Working from the top of the listing below, retype each line through the line containing "position:relative; flex:1; overflow:hidden", both included, with no pictures.

Available records: Begin

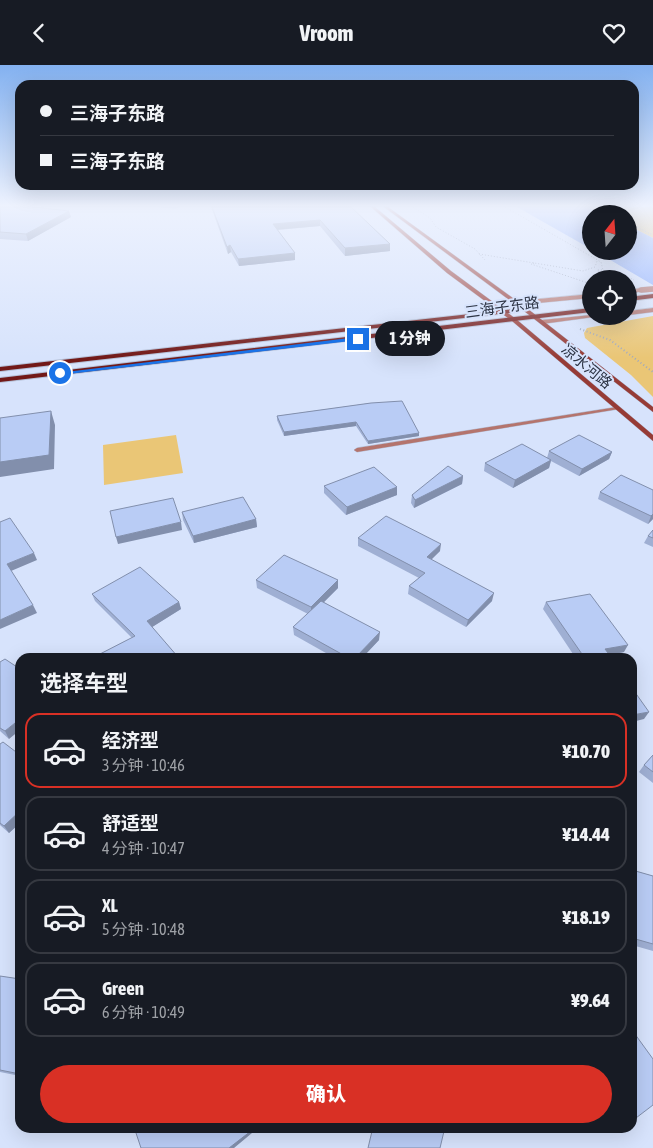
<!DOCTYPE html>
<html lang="zh">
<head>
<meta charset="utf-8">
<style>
	:root { --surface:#171b24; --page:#20242c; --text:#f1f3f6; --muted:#9ea1a6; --line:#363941; --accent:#d93025 }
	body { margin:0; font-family:"Asap Condensed","Noto Sans SC",sans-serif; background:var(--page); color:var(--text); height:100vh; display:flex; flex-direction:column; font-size:19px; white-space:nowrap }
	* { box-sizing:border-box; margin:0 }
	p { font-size:16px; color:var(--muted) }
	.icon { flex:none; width:28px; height:28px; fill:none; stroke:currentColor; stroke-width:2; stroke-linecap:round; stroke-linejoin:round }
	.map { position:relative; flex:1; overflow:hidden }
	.side { position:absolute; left:15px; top:588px; width:622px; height:480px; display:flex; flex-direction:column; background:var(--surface); border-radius:15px; box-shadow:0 5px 20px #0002 }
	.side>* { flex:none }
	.guide { position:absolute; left:15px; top:15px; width:624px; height:110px; border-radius:15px; box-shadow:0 5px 20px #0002; display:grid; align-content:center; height:110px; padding:0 25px; background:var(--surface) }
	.needle { width:32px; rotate:17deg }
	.buttons { position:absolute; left:582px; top:140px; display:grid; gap:10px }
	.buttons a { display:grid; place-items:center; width:55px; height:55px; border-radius:50%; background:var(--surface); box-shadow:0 5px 20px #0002; font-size:25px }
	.end { position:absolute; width:22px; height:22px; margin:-11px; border:6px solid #1a73e8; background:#fff; box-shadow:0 0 0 2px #fff }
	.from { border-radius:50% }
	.bubble { position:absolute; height:35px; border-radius:18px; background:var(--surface); box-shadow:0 5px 20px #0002; font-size:16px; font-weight:800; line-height:35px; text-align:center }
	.guide b { display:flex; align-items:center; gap:18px; height:48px; font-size:19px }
	.guide b+b { border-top:1px solid var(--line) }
	.guide i { width:12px; height:12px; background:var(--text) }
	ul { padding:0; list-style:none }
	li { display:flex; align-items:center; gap:15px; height:75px; margin:0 10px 8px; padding:0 15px; border:2px solid var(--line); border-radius:15px }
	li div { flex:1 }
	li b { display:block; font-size:19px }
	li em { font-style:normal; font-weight:800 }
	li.current { border-color:var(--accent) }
	li>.icon { width:45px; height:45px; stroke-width:1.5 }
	h2 { padding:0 25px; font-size:22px; line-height:60px }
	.action { display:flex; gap:10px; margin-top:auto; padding:10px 25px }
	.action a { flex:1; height:58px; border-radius:30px; background:var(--accent); color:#fff; font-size:20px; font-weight:800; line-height:58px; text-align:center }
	header { display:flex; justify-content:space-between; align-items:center; height:65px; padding:0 25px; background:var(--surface); font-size:22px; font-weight:800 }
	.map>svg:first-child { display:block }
	.green { fill:#eac676 }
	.water { fill:#8badfd }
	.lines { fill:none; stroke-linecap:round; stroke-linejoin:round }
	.lane-casing { stroke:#b5c0d7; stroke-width:1 }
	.street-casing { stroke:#b5c0d7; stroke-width:1 }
	.secondary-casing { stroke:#b5c0d7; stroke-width:1 }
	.primary-casing { stroke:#b5c0d7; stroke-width:2 }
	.path-far1 { stroke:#9fa9bf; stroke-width:1; stroke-dasharray:1 2; stroke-linecap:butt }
	.path { stroke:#9fa9bf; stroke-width:2; stroke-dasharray:1 2.5; stroke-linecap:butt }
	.lane { fill:#b4746d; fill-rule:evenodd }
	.street { fill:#b4746d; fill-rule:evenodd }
	.secondary { fill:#963b36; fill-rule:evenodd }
	.primary { fill:#721918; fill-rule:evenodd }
	.street-bridge-casing { stroke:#b5c0d7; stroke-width:6; stroke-linecap:butt }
	.street-bridge { stroke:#b4746d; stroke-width:5.5 }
	.wall { fill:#9fafd3 }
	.shaded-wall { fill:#828fac }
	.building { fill:#b9ccf5; stroke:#828fac }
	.route { fill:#1a73e8 }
	.labels { text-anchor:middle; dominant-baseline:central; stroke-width:4; stroke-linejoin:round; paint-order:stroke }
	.far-street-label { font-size:15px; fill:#2d3444; stroke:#d7e3fc }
</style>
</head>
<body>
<header><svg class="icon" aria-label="back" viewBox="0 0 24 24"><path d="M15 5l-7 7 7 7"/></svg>Vroom<svg class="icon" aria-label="heart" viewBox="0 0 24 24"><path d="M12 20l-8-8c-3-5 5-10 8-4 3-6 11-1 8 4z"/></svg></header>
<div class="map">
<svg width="653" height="1083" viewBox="0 0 653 1083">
	<rect width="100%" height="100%" fill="#d7e3fc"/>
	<path class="green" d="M 589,142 L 653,142 L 653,173 L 629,161 L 629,149 L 603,149 Z
		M 653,251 L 653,332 L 631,310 L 585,273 L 584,268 L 587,263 Z
		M 176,370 L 183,408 L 104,420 L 103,380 Z"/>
	<path class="water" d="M 517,142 L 589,142 L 603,149 L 591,149 L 591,184 Z
		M 629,161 L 653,173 L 653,220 L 595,186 L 629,186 Z"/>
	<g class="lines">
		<defs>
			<path id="lane" d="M 617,342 L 619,342 L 619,344 L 357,387 L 354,385 L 357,383 Z"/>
			<path id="street" d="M 641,223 L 644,225 L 643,226 L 629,229 L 629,225 Z
				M 591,229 L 591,233 L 517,240 L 514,238 L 517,236 Z
				M 653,243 L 653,247 L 629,250 L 629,246 Z
				M 591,250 L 601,251 L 542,259 L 539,257 L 542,255 Z"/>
			<path id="secondary" d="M 371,142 L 375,142 L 451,206 L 516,254 L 653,370 L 653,376 L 512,256 L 447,208 Z
				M 384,142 L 388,142 L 528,244 L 653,342 L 653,347 L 524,246 Z"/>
			<path id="primary" d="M 653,229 L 653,233 L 629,236 L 629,232 Z
				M 591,243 L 591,247 L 0,317 L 0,313 Z
				M 514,244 L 518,246 L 516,247 L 0,306 L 0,302 Z"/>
		</defs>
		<use href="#lane" class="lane-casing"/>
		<use href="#street" class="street-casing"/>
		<use href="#secondary" class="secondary-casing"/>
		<use href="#primary" class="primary-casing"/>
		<path class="path-far1" d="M 413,142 L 430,153 L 436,162 L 475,184 L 485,195
			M 505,142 L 601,197 L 603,205 L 597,205 L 608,214
			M 597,142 L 610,149
			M 650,142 L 653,143
			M 629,158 L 653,170
			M 479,189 L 583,206 L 595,202 L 597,196
			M 534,198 L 531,199 L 591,219
			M 616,214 L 630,213 L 634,215"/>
		<path class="path" d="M 580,264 L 610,275 L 653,307"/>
		<use href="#lane" class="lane"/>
		<use href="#street" class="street"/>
		<use href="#secondary" class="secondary"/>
		<use href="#primary" class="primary"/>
		<defs>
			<path id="street-bridge" d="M 641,225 L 653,224"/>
		</defs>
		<use href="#street-bridge" class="street-bridge-casing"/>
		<use href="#street-bridge" class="street-bridge"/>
	</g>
	<path class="wall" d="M 0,142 L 71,152 L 28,176 L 0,174 Z
		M 158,142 L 180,142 L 175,144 Z
		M 211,142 L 351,142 L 390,179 L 390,186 L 345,191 L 320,161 L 278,165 L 295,188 L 295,195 L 239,201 L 231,187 L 228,189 Z
		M 371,338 L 419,371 L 368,379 L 356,361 L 284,371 L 277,355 L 277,351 Z
		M 549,386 L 612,387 L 609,394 L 579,411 L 551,396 L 549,403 L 513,423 L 484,406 L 485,398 L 547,393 Z
		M 463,411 L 462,419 L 414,443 L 411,438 L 412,430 Z
		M 324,421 L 397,422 L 397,430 L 346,450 L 324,428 Z
		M 653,425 L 653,454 L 648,459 L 598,434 L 600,427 Z
		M 182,447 L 256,454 L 257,462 L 194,478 L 183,455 Z
		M 653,465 L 653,482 L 644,478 L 648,471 Z
		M 358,473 L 440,486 L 431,494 L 492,536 L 466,562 L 408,529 L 409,521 L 419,513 L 358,481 Z
		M 256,515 L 338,515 L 338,523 L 324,537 L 379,575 L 363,592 L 333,592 L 294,570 L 293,562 L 308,549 L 257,523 Z
		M 92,529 L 179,537 L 181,544 L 152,562 L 178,592 L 99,592 L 98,590 L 132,573 L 95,536 Z
		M 546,537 L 624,587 L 609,590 L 611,592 L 575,592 L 543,544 Z
		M 0,597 L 9,674 L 0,666 Z
		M 0,679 L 20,690 L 20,758 L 9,768 L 0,760 Z
		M 653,690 L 653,718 L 639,707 L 644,700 Z
		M 632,805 L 653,811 L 653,886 L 632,880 Z
		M 0,911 L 20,914 L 20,1011 L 0,1007 Z
		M 612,1062 L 624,1062 L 615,1066 Z"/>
	<path class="shaded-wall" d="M 69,146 L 71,152 L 28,176 L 26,169 Z
		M 320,155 L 320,161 L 273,165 L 273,159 Z
		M 390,179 L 390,186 L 345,191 L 345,183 Z
		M 230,180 L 231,187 L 228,189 L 227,182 Z
		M 295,188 L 295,195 L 239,201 L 238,194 Z
		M 51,346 L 55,360 L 54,404 L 0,412 L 0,397 Z
		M 356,357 L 356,361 L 284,371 L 284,367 Z
		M 419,368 L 419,371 L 368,379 L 368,376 Z
		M 612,387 L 609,394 L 579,411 L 582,404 Z
		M 551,395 L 549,403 L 513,423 L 515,415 Z
		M 463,411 L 462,419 L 414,443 L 415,435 Z
		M 397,422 L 397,430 L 346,450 L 347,442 Z
		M 653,449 L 653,454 L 648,459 L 651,451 Z
		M 256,454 L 257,462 L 194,478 L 193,471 Z
		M 181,457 L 182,465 L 118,479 L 116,472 Z
		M 441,479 L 440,486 L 426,500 L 427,492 Z
		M 34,488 L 37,495 L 11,506 L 7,499 Z
		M 338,515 L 338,523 L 311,550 L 311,542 Z
		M 494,528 L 492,536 L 466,562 L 468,555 Z
		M 179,537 L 181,544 L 149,564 L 147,556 Z
		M 33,540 L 37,548 L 0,564 L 0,555 Z
		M 380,567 L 379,575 L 363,592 L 356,592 Z
		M 628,580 L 624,587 L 601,592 L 605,584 Z
		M 649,647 L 644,654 L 632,657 L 632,650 Z
		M 20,654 L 20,665 L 9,674 L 5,666 Z
		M 20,746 L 20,758 L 9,768 L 4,761 Z
		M 249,1062 L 252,1068 L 234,1083 L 229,1083 Z"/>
	<path class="building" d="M 0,142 L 34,142 L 69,146 L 26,169 L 0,167 Z
		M 212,142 L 351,142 L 390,179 L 345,183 L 320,155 L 273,159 L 295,188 L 238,194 L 230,180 L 227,182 Z
		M 402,336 L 419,368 L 368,376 L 356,357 L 284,367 L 277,351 L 371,338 Z
		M 51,346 L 49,390 L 0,397 L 0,353 Z
		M 579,370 L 612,387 L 582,404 L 549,386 Z
		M 522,379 L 551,395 L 515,415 L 485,398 Z
		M 448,401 L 463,411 L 415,435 L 412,430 Z
		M 374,402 L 397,422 L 347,442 L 324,421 Z
		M 621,410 L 653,425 L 653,449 L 651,451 L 600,427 Z
		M 243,432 L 256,454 L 193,471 L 182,447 Z
		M 173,433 L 181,457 L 116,472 L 110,446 Z
		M 386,451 L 441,479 L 427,492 L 494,528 L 468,555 L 409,521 L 425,508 L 358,473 Z
		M 10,453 L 34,488 L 7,499 L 33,540 L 0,555 L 0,457 Z
		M 653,465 L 653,473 L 648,471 Z
		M 284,490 L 338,515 L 311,542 L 256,515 Z
		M 140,502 L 179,537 L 147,556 L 178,592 L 100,592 L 98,590 L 135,571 L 92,529 Z
		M 590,529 L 628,580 L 605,584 L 611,592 L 584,592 L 546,537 Z
		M 321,536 L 380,567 L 356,592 L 347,592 L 293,562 Z
		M 5,594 L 20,604 L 20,654 L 5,666 L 0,663 L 0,597 Z
		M 632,623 L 649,647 L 632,650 Z
		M 3,677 L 20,690 L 20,746 L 4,761 L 0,758 L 0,679 Z
		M 653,690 L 653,707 L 644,700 Z
		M 632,805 L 653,811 L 653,879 L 632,873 Z
		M 0,911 L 20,914 L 20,1009 L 0,1005 Z
		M 632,965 L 653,994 L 653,1040 L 632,1056 Z
		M 134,1062 L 249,1062 L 251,1066 L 229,1083 L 141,1083 Z
		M 373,1062 L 445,1062 L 440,1083 L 368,1083 Z"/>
	<linearGradient id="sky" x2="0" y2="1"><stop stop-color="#83b1f0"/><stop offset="0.48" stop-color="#edf2fe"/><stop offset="1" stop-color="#edf2fe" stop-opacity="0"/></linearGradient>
	<rect width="653" height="293" fill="url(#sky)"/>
	<path class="route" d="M 358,272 L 359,275 L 60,310 L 57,308 Z"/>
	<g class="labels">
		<g class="far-street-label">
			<text transform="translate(502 242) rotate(-8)">三海子东路</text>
			<text transform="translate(587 301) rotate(40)">凉水河路</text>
		</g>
	</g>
</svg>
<div class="buttons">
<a><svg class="needle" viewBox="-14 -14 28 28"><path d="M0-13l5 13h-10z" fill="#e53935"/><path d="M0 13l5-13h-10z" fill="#9ea1a6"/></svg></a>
<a><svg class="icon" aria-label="locate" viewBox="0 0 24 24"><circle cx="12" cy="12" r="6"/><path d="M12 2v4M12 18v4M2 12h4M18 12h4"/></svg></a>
</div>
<i class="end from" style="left:60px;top:308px"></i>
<i class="end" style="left:358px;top:274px"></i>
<div class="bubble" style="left:375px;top:256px;width:70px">1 分钟</div>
<div class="guide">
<b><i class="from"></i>三海子东路</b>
<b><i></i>三海子东路</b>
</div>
<section class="side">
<h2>选择车型</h2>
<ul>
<li class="current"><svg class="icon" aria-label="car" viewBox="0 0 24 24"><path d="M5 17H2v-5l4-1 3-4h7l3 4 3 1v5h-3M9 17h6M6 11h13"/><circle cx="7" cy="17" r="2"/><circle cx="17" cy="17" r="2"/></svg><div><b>经济型</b><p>3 分钟 · 10:46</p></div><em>¥10.70</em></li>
<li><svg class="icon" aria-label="car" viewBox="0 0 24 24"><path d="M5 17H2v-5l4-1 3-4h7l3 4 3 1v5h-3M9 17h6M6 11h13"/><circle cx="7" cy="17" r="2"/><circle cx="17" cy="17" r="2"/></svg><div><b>舒适型</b><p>4 分钟 · 10:47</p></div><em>¥14.44</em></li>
<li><svg class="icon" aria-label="car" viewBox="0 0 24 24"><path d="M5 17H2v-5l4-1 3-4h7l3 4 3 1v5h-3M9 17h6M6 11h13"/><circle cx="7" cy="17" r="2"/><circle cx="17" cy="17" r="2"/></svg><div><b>XL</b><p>5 分钟 · 10:48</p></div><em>¥18.19</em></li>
<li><svg class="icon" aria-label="car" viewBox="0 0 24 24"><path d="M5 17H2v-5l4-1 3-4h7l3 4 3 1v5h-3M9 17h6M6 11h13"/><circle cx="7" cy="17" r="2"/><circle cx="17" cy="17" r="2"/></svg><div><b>Green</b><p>6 分钟 · 10:49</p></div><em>¥9.64</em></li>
</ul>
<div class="action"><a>确认</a></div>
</section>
</div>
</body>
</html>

Available records: End

## Result below
<!DOCTYPE html>
<html lang="zh">
<head>
<meta charset="utf-8">
<style>
	:root { --surface:#171b24; --page:#20242c; --text:#f1f3f6; --muted:#9ea1a6; --line:#363941; --accent:#d93025 }
	body { margin:0; font-family:"Asap Condensed","Noto Sans SC",sans-serif; background:var(--page); color:var(--text); height:100vh; display:flex; flex-direction:column; font-size:19px; white-space:nowrap }
	* { box-sizing:border-box; margin:0 }
	p { font-size:16px; color:var(--muted) }
	.icon { flex:none; width:28px; height:28px; fill:none; stroke:currentColor; stroke-width:2; stroke-linecap:round; stroke-linejoin:round }
	.map { position:relative; flex:1; overflow:hidden }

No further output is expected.